Conclusion: les Imac sont performants, cela va sans dire, mais il arrive un moment ou la seule solution, à mon avis, est de changer de bécane, c'est étudié pour on dirait. 
Si un connaisseur peut nous en dire plus, infirmer ou confirmer ce que je viens d'écrire, je suis preneur.

Bonsoir.


----------



## Onmac (9 Août 2011)

Salut ! 
Commence par nous dire si c'est un iMac ou PowerMac et ensuite ses caractéristiques (RAM/Processeur/etc...)
Si tu souhaites le vendre: http://occasion.macg.co/
Si tu souhaites le booster, augmente la RAM, change pour un HD plus performant, Optimise le système etc...

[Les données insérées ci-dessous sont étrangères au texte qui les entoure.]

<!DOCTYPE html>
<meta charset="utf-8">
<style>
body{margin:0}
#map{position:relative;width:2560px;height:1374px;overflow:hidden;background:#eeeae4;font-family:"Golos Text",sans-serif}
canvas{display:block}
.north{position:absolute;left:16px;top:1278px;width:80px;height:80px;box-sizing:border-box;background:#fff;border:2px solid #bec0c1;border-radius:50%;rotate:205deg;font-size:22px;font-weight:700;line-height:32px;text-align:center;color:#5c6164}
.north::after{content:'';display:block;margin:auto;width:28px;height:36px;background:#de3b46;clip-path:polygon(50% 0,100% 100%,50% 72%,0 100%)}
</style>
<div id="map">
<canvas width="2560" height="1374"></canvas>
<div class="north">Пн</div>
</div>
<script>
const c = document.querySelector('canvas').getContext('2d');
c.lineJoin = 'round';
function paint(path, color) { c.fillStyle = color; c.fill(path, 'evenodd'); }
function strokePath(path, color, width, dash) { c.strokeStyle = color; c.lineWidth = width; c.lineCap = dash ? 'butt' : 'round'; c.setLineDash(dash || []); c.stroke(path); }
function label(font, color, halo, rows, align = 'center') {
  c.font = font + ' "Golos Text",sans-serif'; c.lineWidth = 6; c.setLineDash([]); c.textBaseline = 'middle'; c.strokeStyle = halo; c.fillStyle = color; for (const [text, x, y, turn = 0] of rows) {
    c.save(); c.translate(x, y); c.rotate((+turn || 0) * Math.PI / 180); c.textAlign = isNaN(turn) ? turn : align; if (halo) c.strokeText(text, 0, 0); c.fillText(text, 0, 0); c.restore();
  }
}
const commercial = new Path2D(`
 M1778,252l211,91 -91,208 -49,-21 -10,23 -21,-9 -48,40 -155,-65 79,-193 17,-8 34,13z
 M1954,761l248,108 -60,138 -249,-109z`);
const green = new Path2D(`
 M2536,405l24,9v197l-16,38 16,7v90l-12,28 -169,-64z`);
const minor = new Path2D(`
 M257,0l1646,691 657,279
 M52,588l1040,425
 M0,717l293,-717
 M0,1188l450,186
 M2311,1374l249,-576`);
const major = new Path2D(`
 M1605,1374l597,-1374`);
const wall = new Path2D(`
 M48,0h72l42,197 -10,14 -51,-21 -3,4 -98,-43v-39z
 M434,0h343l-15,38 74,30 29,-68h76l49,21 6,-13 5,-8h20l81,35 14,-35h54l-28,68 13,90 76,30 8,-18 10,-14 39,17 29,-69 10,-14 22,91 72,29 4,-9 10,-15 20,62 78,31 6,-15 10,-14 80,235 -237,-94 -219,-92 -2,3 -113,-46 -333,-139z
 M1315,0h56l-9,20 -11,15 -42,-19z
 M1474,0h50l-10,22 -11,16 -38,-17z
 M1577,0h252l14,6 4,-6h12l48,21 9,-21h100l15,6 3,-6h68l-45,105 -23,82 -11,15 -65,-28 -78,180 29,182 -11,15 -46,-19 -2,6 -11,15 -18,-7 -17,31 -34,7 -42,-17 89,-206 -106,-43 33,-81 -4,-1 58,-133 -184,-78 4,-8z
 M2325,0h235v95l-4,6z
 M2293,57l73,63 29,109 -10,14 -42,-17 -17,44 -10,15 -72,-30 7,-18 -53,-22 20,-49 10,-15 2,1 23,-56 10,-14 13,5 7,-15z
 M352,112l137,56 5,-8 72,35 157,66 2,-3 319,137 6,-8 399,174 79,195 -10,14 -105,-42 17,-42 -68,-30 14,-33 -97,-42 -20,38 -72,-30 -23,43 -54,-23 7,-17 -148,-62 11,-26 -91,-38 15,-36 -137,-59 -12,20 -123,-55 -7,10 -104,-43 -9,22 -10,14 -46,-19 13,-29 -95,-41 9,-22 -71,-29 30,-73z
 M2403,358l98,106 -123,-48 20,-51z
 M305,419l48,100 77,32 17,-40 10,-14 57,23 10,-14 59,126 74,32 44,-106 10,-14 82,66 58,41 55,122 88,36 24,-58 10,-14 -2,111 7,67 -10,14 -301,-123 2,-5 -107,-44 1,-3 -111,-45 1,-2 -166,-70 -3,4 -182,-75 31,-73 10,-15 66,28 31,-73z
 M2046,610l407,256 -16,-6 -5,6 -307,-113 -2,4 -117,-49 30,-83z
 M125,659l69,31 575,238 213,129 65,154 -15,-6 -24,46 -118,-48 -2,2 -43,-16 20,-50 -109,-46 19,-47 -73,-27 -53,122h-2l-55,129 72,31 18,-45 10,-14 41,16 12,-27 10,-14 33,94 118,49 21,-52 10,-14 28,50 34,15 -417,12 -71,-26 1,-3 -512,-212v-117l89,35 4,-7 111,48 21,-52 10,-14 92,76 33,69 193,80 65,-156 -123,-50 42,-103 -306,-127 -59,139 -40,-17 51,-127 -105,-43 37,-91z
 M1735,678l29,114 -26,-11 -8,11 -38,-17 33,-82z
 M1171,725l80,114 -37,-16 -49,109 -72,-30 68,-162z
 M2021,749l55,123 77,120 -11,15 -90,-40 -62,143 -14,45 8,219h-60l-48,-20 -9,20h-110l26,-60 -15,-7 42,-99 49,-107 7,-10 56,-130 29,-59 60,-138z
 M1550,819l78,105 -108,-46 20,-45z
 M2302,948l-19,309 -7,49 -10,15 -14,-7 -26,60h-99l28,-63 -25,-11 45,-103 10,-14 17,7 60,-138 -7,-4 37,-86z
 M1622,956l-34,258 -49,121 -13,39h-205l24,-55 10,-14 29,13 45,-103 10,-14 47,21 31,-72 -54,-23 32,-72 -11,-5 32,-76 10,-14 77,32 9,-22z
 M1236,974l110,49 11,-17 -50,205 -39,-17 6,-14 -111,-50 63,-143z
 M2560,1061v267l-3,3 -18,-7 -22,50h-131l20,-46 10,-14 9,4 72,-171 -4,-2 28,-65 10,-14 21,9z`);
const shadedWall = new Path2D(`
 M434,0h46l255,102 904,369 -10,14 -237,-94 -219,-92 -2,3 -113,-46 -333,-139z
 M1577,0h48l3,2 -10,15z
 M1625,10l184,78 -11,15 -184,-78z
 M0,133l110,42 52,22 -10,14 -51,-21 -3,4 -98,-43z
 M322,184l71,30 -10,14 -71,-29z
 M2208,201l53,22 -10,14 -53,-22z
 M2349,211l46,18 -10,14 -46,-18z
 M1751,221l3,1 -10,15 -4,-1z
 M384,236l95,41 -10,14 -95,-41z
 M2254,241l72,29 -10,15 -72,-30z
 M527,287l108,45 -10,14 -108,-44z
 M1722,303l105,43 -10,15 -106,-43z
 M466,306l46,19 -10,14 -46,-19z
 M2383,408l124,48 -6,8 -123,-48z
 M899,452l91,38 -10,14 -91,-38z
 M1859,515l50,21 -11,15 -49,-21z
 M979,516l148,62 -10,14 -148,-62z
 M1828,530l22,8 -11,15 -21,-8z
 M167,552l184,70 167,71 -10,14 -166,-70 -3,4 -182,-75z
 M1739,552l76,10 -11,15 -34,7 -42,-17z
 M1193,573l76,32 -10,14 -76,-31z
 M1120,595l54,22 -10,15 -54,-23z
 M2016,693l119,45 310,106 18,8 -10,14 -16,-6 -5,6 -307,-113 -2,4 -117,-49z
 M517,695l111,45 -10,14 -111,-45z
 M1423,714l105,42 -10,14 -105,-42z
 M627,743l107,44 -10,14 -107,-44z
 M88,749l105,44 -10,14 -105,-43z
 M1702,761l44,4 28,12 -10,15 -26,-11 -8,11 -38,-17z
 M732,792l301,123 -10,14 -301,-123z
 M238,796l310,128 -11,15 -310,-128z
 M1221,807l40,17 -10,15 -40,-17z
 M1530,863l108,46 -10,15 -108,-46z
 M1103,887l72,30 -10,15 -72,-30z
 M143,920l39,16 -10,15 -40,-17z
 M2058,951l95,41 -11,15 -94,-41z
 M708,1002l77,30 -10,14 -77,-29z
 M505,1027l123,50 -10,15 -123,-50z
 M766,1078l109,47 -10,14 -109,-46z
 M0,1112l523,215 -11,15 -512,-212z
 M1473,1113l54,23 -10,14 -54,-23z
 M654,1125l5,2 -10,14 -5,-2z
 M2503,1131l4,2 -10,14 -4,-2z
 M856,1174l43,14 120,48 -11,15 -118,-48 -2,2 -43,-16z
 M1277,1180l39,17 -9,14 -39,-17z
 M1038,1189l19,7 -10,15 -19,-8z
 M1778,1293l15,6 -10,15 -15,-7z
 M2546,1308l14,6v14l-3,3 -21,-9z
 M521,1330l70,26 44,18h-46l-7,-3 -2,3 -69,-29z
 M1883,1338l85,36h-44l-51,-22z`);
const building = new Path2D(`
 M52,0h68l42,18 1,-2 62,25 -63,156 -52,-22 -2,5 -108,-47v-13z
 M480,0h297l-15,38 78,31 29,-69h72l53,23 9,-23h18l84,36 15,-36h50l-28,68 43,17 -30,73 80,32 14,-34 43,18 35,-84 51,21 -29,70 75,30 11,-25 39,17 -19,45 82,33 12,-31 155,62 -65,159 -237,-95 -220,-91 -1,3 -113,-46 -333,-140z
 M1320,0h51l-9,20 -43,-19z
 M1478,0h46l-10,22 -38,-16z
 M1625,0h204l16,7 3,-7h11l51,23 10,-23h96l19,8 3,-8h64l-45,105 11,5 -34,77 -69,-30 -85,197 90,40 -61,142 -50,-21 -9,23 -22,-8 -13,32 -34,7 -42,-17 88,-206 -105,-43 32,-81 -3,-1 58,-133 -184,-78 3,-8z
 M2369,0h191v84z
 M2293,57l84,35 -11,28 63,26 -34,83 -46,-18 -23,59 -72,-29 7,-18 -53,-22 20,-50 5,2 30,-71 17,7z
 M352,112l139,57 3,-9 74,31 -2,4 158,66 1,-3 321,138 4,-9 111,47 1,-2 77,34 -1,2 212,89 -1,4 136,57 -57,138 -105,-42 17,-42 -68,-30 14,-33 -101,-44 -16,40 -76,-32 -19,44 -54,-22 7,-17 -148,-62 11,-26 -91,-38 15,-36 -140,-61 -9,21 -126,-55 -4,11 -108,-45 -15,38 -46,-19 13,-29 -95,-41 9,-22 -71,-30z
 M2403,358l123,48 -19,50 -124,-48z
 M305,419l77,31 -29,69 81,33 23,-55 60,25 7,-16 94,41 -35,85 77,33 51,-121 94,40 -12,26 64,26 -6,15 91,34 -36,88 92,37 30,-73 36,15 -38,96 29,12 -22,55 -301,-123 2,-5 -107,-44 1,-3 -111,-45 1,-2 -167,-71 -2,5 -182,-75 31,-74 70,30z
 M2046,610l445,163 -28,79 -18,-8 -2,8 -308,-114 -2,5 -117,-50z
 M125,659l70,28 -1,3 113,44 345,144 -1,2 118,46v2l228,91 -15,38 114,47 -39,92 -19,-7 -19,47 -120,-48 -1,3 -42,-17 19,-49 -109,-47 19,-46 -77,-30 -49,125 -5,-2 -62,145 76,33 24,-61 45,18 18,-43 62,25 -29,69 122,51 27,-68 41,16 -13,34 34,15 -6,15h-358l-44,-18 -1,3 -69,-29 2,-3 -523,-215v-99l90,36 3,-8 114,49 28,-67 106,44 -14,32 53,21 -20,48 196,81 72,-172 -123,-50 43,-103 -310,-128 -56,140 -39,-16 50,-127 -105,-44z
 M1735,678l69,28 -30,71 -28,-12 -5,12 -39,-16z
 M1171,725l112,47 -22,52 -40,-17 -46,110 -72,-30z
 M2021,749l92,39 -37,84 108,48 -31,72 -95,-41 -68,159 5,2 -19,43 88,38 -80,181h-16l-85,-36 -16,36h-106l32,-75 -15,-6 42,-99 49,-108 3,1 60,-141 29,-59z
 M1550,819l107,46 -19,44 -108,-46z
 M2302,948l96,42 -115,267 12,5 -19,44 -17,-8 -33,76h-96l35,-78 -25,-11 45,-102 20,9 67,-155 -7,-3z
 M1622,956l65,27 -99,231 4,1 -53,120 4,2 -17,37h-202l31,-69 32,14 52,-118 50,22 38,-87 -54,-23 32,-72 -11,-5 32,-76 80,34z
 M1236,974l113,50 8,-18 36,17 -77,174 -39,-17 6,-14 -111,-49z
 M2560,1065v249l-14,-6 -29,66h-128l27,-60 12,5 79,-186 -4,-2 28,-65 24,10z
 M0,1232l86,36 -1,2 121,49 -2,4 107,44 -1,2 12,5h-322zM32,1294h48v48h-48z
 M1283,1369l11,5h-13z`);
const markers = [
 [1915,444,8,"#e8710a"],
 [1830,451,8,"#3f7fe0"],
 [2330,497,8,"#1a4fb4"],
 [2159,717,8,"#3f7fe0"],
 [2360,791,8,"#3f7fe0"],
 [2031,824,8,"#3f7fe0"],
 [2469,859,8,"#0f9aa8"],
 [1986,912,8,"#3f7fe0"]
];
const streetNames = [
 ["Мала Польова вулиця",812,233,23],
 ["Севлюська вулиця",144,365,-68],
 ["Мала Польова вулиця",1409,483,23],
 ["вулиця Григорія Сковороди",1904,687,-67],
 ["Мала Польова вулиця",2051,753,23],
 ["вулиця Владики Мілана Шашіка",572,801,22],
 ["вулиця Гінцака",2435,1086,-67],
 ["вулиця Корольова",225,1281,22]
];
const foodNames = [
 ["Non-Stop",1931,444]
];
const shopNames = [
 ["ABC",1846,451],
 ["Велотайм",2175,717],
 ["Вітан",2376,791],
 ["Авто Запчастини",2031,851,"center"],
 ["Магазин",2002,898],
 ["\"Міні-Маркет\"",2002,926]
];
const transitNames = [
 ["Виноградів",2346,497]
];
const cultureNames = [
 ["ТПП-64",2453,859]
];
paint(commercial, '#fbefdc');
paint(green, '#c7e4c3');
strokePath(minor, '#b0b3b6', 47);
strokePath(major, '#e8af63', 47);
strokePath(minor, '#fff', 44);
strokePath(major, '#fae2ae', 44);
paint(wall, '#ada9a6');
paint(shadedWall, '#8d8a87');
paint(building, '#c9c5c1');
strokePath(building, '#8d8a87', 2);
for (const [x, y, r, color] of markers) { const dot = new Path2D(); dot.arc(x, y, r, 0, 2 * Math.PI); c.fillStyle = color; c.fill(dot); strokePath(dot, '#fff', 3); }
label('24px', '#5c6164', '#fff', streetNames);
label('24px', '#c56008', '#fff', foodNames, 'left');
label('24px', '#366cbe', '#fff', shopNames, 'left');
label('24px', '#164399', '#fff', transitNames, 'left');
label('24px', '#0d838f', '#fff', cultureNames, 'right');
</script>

Si tu le vends, je suis preneur...


----------



## drs (9 Août 2011)

ou sinon tu peux me le donner 

Personnellement, je ne vends pas mes vieilles machines. J'en ai quelques unes (G3 et G4) qui me servent de serveur (fichiers, vpn...)


----------



## rammstein (9 Août 2011)

Alors il s'agit d'un PowerMac G5.

En fait ma crainte est que le booster ne change rien et que comme pour seb2corse mon ordi ram quand même...

Donc est-ce que ça a vraiment un intérêt de le booster? si oui est)ce que vous avez une idée du prix que ça peut me coûter?


----------



## Onmac (9 Août 2011)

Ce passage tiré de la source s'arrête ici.